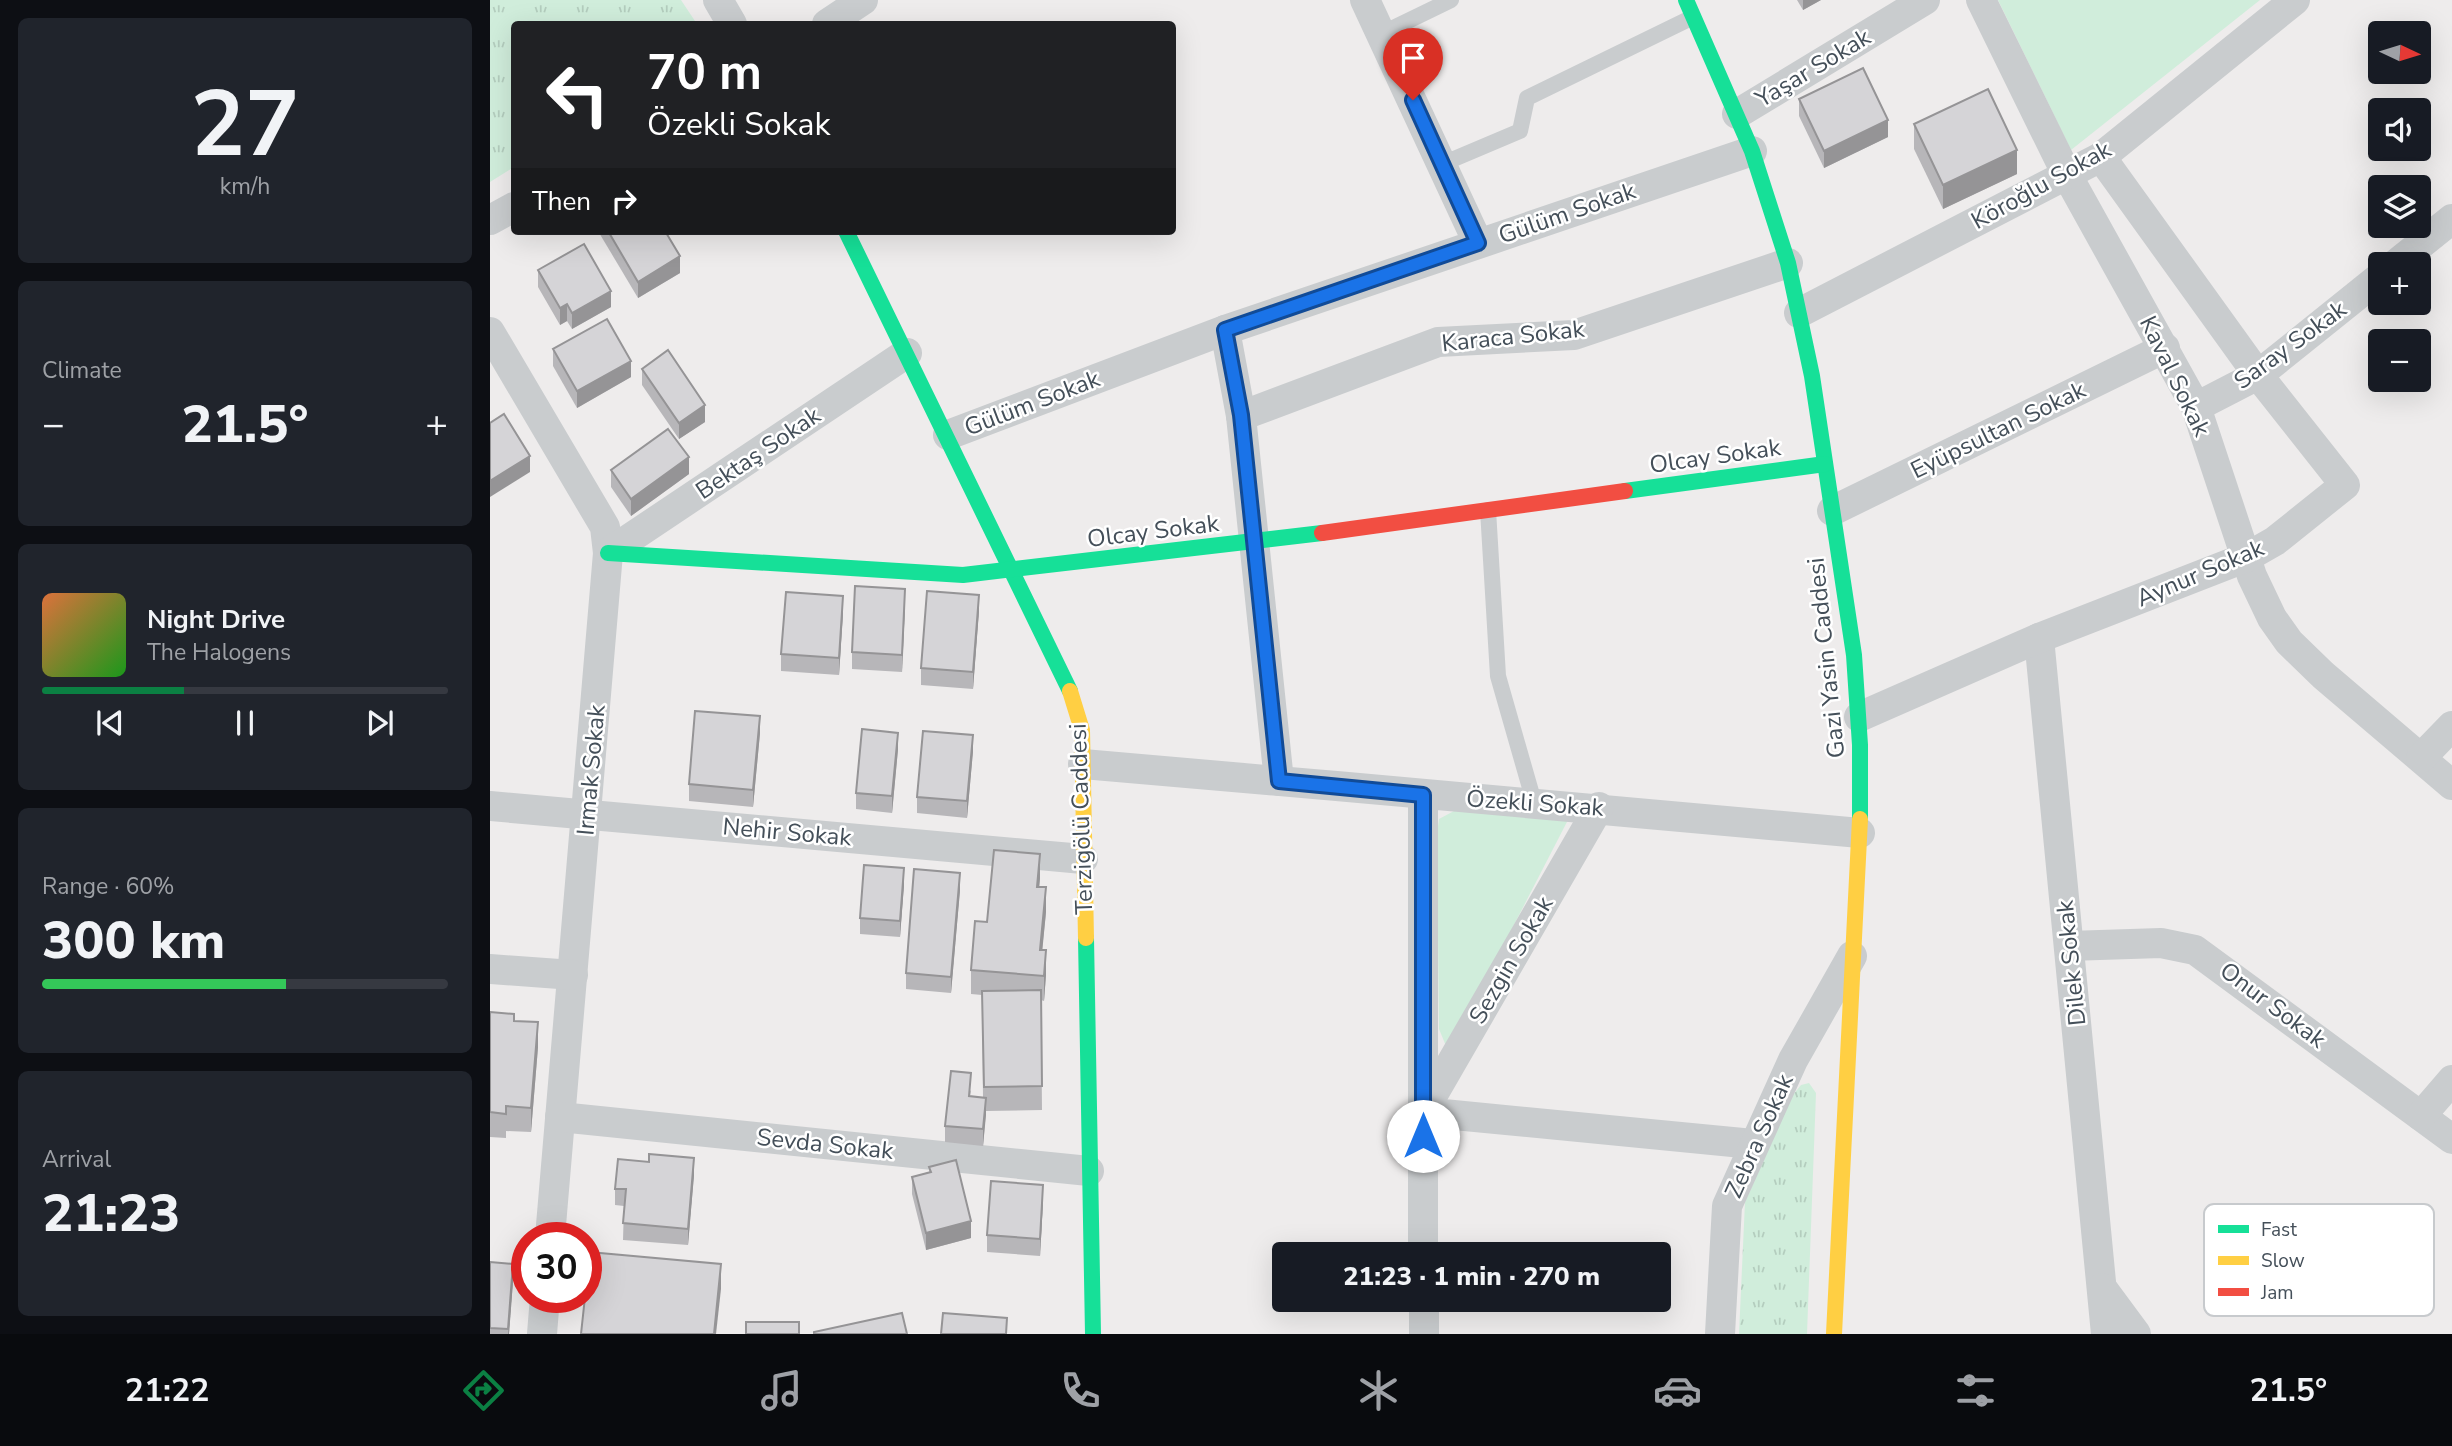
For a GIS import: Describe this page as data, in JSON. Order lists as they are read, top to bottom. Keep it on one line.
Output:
{"streets":{"street":["Yaşar Sokak","Köroğlu Sokak","Gülüm Sokak","Karaca Sokak","Saray Sokak","Kaval Sokak","Eyüpsultan Sokak","Bektaş Sokak","Olcay Sokak","Aynur Sokak","Gazi Yasin Caddesi","Irmak Sokak","Özekli Sokak","Terzigölü Caddesi","Nehir Sokak","Sezgin Sokak","Dilek Sokak","Onur Sokak","Zebra Sokak","Sevda Sokak"]},"crossings":[["Yaşar Sokak","Gazi Yasin Caddesi"],["Köroğlu Sokak","Kaval Sokak"],["Köroğlu Sokak","Aynur Sokak"],["Köroğlu Sokak","Gazi Yasin Caddesi"],["Gülüm Sokak","Gazi Yasin Caddesi"],["Gülüm Sokak","Terzigölü Caddesi"],["Karaca Sokak","Gazi Yasin Caddesi"],["Saray Sokak","Kaval Sokak"],["Saray Sokak","Aynur Sokak"],["Kaval Sokak","Eyüpsultan Sokak"],["Kaval Sokak","Aynur Sokak"],["Eyüpsultan Sokak","Gazi Yasin Caddesi"],["Bektaş Sokak","Olcay Sokak"],["Bektaş Sokak","Irmak Sokak"],["Bektaş Sokak","Terzigölü Caddesi"],["Olcay Sokak","Gazi Yasin Caddesi"],["Olcay Sokak","Irmak Sokak"],["Olcay Sokak","Terzigölü Caddesi"],["Aynur Sokak","Gazi Yasin Caddesi"],["Aynur Sokak","Dilek Sokak"],["Gazi Yasin Caddesi","Özekli Sokak"],["Gazi Yasin Caddesi","Zebra Sokak"],["Irmak Sokak","Nehir Sokak"],["Irmak Sokak","Sevda Sokak"],["Özekli Sokak","Terzigölü Caddesi"],["Özekli Sokak","Sezgin Sokak"],["Terzigölü Caddesi","Nehir Sokak"],["Terzigölü Caddesi","Sevda Sokak"],["Dilek Sokak","Onur Sokak"]],"legend":["Fast","Slow","Jam"],"north":"right","page":{"tile":[["27","km/h"],"Climate",["Range · 60%","300 km"],["Arrival","21:23"]],"map_buttons":["+","−"],"turn":["70 m","Özekli Sokak"],"then":"Then","heat":["−","21.5°","+"],"song":["Night Drive","The Halogens"],"limit":"30","trip":"21:23 · 1 min · 270 m","tabs":["21:22","21.5°"]}}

◆ TASK PROMPT
Repeat the listing in full and to the letter, excluding every image.

◆ RESULT
For a GIS import: Describe this page as data, in JSON. Order lists as they are read, top to bottom. Keep it on one line.
Output:
{"streets":{"street":["Yaşar Sokak","Köroğlu Sokak","Gülüm Sokak","Karaca Sokak","Saray Sokak","Kaval Sokak","Eyüpsultan Sokak","Bektaş Sokak","Olcay Sokak","Aynur Sokak","Gazi Yasin Caddesi","Irmak Sokak","Özekli Sokak","Terzigölü Caddesi","Nehir Sokak","Sezgin Sokak","Dilek Sokak","Onur Sokak","Zebra Sokak","Sevda Sokak"]},"crossings":[["Yaşar Sokak","Gazi Yasin Caddesi"],["Köroğlu Sokak","Kaval Sokak"],["Köroğlu Sokak","Aynur Sokak"],["Köroğlu Sokak","Gazi Yasin Caddesi"],["Gülüm Sokak","Gazi Yasin Caddesi"],["Gülüm Sokak","Terzigölü Caddesi"],["Karaca Sokak","Gazi Yasin Caddesi"],["Saray Sokak","Kaval Sokak"],["Saray Sokak","Aynur Sokak"],["Kaval Sokak","Eyüpsultan Sokak"],["Kaval Sokak","Aynur Sokak"],["Eyüpsultan Sokak","Gazi Yasin Caddesi"],["Bektaş Sokak","Olcay Sokak"],["Bektaş Sokak","Irmak Sokak"],["Bektaş Sokak","Terzigölü Caddesi"],["Olcay Sokak","Gazi Yasin Caddesi"],["Olcay Sokak","Irmak Sokak"],["Olcay Sokak","Terzigölü Caddesi"],["Aynur Sokak","Gazi Yasin Caddesi"],["Aynur Sokak","Dilek Sokak"],["Gazi Yasin Caddesi","Özekli Sokak"],["Gazi Yasin Caddesi","Zebra Sokak"],["Irmak Sokak","Nehir Sokak"],["Irmak Sokak","Sevda Sokak"],["Özekli Sokak","Terzigölü Caddesi"],["Özekli Sokak","Sezgin Sokak"],["Terzigölü Caddesi","Nehir Sokak"],["Terzigölü Caddesi","Sevda Sokak"],["Dilek Sokak","Onur Sokak"]],"legend":["Fast","Slow","Jam"],"north":"right","page":{"tile":[["27","km/h"],"Climate",["Range · 60%","300 km"],["Arrival","21:23"]],"map_buttons":["+","−"],"turn":["70 m","Özekli Sokak"],"then":"Then","heat":["−","21.5°","+"],"song":["Night Drive","The Halogens"],"limit":"30","trip":"21:23 · 1 min · 270 m","tabs":["21:22","21.5°"]}}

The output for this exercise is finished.